*** Opening of Records for the task ***

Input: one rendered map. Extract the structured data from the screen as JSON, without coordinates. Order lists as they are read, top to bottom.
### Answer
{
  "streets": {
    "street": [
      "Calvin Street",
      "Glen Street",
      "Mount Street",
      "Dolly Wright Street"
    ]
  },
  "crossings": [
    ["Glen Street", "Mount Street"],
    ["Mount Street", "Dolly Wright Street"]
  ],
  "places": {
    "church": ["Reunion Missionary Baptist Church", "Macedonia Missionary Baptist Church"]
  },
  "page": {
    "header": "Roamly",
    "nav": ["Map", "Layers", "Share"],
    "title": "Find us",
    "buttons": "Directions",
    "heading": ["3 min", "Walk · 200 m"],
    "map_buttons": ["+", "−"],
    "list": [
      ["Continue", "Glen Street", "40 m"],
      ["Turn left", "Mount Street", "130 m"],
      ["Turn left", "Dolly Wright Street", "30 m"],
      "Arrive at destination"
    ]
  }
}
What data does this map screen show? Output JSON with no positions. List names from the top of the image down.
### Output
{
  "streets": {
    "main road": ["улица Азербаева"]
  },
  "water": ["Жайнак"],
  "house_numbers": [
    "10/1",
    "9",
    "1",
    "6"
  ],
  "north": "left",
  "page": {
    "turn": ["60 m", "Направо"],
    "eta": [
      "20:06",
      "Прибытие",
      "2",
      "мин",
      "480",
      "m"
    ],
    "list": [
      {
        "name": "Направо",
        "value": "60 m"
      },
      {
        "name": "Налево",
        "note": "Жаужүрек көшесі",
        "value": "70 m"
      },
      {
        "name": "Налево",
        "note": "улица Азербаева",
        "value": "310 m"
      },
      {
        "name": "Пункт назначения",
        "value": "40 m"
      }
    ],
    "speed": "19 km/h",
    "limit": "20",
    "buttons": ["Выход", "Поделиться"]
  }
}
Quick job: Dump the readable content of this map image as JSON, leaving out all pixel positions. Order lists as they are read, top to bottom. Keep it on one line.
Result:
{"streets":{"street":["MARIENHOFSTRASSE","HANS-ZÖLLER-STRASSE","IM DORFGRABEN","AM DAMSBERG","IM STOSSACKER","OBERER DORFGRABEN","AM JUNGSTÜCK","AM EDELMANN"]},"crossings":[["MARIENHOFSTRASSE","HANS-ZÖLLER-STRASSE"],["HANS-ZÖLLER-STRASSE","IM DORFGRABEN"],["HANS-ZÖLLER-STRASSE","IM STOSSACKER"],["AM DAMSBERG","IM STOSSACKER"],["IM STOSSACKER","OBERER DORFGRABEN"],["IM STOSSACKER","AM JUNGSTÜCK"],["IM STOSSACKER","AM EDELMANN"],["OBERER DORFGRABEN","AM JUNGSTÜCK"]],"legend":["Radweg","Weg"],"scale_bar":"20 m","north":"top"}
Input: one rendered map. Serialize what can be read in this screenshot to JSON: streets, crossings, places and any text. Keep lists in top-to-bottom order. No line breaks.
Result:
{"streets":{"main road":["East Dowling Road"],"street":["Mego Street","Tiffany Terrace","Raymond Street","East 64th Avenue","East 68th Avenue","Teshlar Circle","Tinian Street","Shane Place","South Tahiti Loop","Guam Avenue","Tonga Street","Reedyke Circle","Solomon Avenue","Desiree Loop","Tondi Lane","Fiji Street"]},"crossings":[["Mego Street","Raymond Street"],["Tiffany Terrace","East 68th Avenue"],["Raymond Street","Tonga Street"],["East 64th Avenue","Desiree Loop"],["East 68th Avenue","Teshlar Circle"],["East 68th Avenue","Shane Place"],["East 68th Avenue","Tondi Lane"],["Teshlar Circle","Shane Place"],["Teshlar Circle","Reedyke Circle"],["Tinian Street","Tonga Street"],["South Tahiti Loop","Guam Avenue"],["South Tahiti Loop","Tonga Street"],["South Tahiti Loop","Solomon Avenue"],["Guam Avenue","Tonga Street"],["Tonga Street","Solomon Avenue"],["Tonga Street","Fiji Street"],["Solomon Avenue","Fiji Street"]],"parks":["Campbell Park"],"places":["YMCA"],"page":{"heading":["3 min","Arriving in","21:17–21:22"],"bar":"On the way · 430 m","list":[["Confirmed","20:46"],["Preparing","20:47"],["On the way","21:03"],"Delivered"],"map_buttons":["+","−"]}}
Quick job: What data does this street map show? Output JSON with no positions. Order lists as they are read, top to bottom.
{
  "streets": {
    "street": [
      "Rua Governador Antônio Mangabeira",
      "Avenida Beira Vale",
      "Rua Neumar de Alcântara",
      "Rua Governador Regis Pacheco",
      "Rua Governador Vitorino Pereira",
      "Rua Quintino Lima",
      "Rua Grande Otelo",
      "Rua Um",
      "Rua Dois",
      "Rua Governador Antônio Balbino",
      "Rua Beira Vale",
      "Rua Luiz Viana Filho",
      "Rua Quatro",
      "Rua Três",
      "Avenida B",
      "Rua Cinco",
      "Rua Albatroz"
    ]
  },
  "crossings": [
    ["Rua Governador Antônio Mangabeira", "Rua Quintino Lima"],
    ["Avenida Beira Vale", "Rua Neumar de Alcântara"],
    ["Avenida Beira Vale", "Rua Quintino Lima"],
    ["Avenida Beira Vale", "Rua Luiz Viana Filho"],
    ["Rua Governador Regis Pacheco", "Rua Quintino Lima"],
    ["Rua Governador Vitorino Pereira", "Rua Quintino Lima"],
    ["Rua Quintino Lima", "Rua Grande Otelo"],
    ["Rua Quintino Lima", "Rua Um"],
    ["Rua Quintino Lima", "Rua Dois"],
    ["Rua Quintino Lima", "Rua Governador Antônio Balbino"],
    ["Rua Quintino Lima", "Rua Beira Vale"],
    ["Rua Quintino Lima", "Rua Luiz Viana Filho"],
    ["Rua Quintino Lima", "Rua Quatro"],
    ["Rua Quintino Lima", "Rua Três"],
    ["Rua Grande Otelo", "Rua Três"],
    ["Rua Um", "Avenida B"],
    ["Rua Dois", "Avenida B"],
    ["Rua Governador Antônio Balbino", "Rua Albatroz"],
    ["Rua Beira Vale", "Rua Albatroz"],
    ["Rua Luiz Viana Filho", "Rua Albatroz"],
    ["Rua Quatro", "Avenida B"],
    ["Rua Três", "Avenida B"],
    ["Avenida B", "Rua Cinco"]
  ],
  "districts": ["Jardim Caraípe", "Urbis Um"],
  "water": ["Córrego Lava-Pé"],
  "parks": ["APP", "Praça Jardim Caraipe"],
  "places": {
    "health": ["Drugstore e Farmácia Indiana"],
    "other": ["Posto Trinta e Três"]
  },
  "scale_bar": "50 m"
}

*** Close of Records for the task ***

Goal of the exercise » The answer must be the complete set of entries, retyped exactly.

Response »
Input: one rendered map. Extract the structured data from the screen as JSON, without coordinates. Order lists as they are read, top to bottom.
### Answer
{
  "streets": {
    "street": [
      "Calvin Street",
      "Glen Street",
      "Mount Street",
      "Dolly Wright Street"
    ]
  },
  "crossings": [
    ["Glen Street", "Mount Street"],
    ["Mount Street", "Dolly Wright Street"]
  ],
  "places": {
    "church": ["Reunion Missionary Baptist Church", "Macedonia Missionary Baptist Church"]
  },
  "page": {
    "header": "Roamly",
    "nav": ["Map", "Layers", "Share"],
    "title": "Find us",
    "buttons": "Directions",
    "heading": ["3 min", "Walk · 200 m"],
    "map_buttons": ["+", "−"],
    "list": [
      ["Continue", "Glen Street", "40 m"],
      ["Turn left", "Mount Street", "130 m"],
      ["Turn left", "Dolly Wright Street", "30 m"],
      "Arrive at destination"
    ]
  }
}
What data does this map screen show? Output JSON with no positions. List names from the top of the image down.
### Output
{
  "streets": {
    "main road": ["улица Азербаева"]
  },
  "water": ["Жайнак"],
  "house_numbers": [
    "10/1",
    "9",
    "1",
    "6"
  ],
  "north": "left",
  "page": {
    "turn": ["60 m", "Направо"],
    "eta": [
      "20:06",
      "Прибытие",
      "2",
      "мин",
      "480",
      "m"
    ],
    "list": [
      {
        "name": "Направо",
        "value": "60 m"
      },
      {
        "name": "Налево",
        "note": "Жаужүрек көшесі",
        "value": "70 m"
      },
      {
        "name": "Налево",
        "note": "улица Азербаева",
        "value": "310 m"
      },
      {
        "name": "Пункт назначения",
        "value": "40 m"
      }
    ],
    "speed": "19 km/h",
    "limit": "20",
    "buttons": ["Выход", "Поделиться"]
  }
}
Quick job: Dump the readable content of this map image as JSON, leaving out all pixel positions. Order lists as they are read, top to bottom. Keep it on one line.
Result:
{"streets":{"street":["MARIENHOFSTRASSE","HANS-ZÖLLER-STRASSE","IM DORFGRABEN","AM DAMSBERG","IM STOSSACKER","OBERER DORFGRABEN","AM JUNGSTÜCK","AM EDELMANN"]},"crossings":[["MARIENHOFSTRASSE","HANS-ZÖLLER-STRASSE"],["HANS-ZÖLLER-STRASSE","IM DORFGRABEN"],["HANS-ZÖLLER-STRASSE","IM STOSSACKER"],["AM DAMSBERG","IM STOSSACKER"],["IM STOSSACKER","OBERER DORFGRABEN"],["IM STOSSACKER","AM JUNGSTÜCK"],["IM STOSSACKER","AM EDELMANN"],["OBERER DORFGRABEN","AM JUNGSTÜCK"]],"legend":["Radweg","Weg"],"scale_bar":"20 m","north":"top"}
Input: one rendered map. Serialize what can be read in this screenshot to JSON: streets, crossings, places and any text. Keep lists in top-to-bottom order. No line breaks.
Result:
{"streets":{"main road":["East Dowling Road"],"street":["Mego Street","Tiffany Terrace","Raymond Street","East 64th Avenue","East 68th Avenue","Teshlar Circle","Tinian Street","Shane Place","South Tahiti Loop","Guam Avenue","Tonga Street","Reedyke Circle","Solomon Avenue","Desiree Loop","Tondi Lane","Fiji Street"]},"crossings":[["Mego Street","Raymond Street"],["Tiffany Terrace","East 68th Avenue"],["Raymond Street","Tonga Street"],["East 64th Avenue","Desiree Loop"],["East 68th Avenue","Teshlar Circle"],["East 68th Avenue","Shane Place"],["East 68th Avenue","Tondi Lane"],["Teshlar Circle","Shane Place"],["Teshlar Circle","Reedyke Circle"],["Tinian Street","Tonga Street"],["South Tahiti Loop","Guam Avenue"],["South Tahiti Loop","Tonga Street"],["South Tahiti Loop","Solomon Avenue"],["Guam Avenue","Tonga Street"],["Tonga Street","Solomon Avenue"],["Tonga Street","Fiji Street"],["Solomon Avenue","Fiji Street"]],"parks":["Campbell Park"],"places":["YMCA"],"page":{"heading":["3 min","Arriving in","21:17–21:22"],"bar":"On the way · 430 m","list":[["Confirmed","20:46"],["Preparing","20:47"],["On the way","21:03"],"Delivered"],"map_buttons":["+","−"]}}
Quick job: What data does this street map show? Output JSON with no positions. Order lists as they are read, top to bottom.
{
  "streets": {
    "street": [
      "Rua Governador Antônio Mangabeira",
      "Avenida Beira Vale",
      "Rua Neumar de Alcântara",
      "Rua Governador Regis Pacheco",
      "Rua Governador Vitorino Pereira",
      "Rua Quintino Lima",
      "Rua Grande Otelo",
      "Rua Um",
      "Rua Dois",
      "Rua Governador Antônio Balbino",
      "Rua Beira Vale",
      "Rua Luiz Viana Filho",
      "Rua Quatro",
      "Rua Três",
      "Avenida B",
      "Rua Cinco",
      "Rua Albatroz"
    ]
  },
  "crossings": [
    ["Rua Governador Antônio Mangabeira", "Rua Quintino Lima"],
    ["Avenida Beira Vale", "Rua Neumar de Alcântara"],
    ["Avenida Beira Vale", "Rua Quintino Lima"],
    ["Avenida Beira Vale", "Rua Luiz Viana Filho"],
    ["Rua Governador Regis Pacheco", "Rua Quintino Lima"],
    ["Rua Governador Vitorino Pereira", "Rua Quintino Lima"],
    ["Rua Quintino Lima", "Rua Grande Otelo"],
    ["Rua Quintino Lima", "Rua Um"],
    ["Rua Quintino Lima", "Rua Dois"],
    ["Rua Quintino Lima", "Rua Governador Antônio Balbino"],
    ["Rua Quintino Lima", "Rua Beira Vale"],
    ["Rua Quintino Lima", "Rua Luiz Viana Filho"],
    ["Rua Quintino Lima", "Rua Quatro"],
    ["Rua Quintino Lima", "Rua Três"],
    ["Rua Grande Otelo", "Rua Três"],
    ["Rua Um", "Avenida B"],
    ["Rua Dois", "Avenida B"],
    ["Rua Governador Antônio Balbino", "Rua Albatroz"],
    ["Rua Beira Vale", "Rua Albatroz"],
    ["Rua Luiz Viana Filho", "Rua Albatroz"],
    ["Rua Quatro", "Avenida B"],
    ["Rua Três", "Avenida B"],
    ["Avenida B", "Rua Cinco"]
  ],
  "districts": ["Jardim Caraípe", "Urbis Um"],
  "water": ["Córrego Lava-Pé"],
  "parks": ["APP", "Praça Jardim Caraipe"],
  "places": {
    "health": ["Drugstore e Farmácia Indiana"],
    "other": ["Posto Trinta e Três"]
  },
  "scale_bar": "50 m"
}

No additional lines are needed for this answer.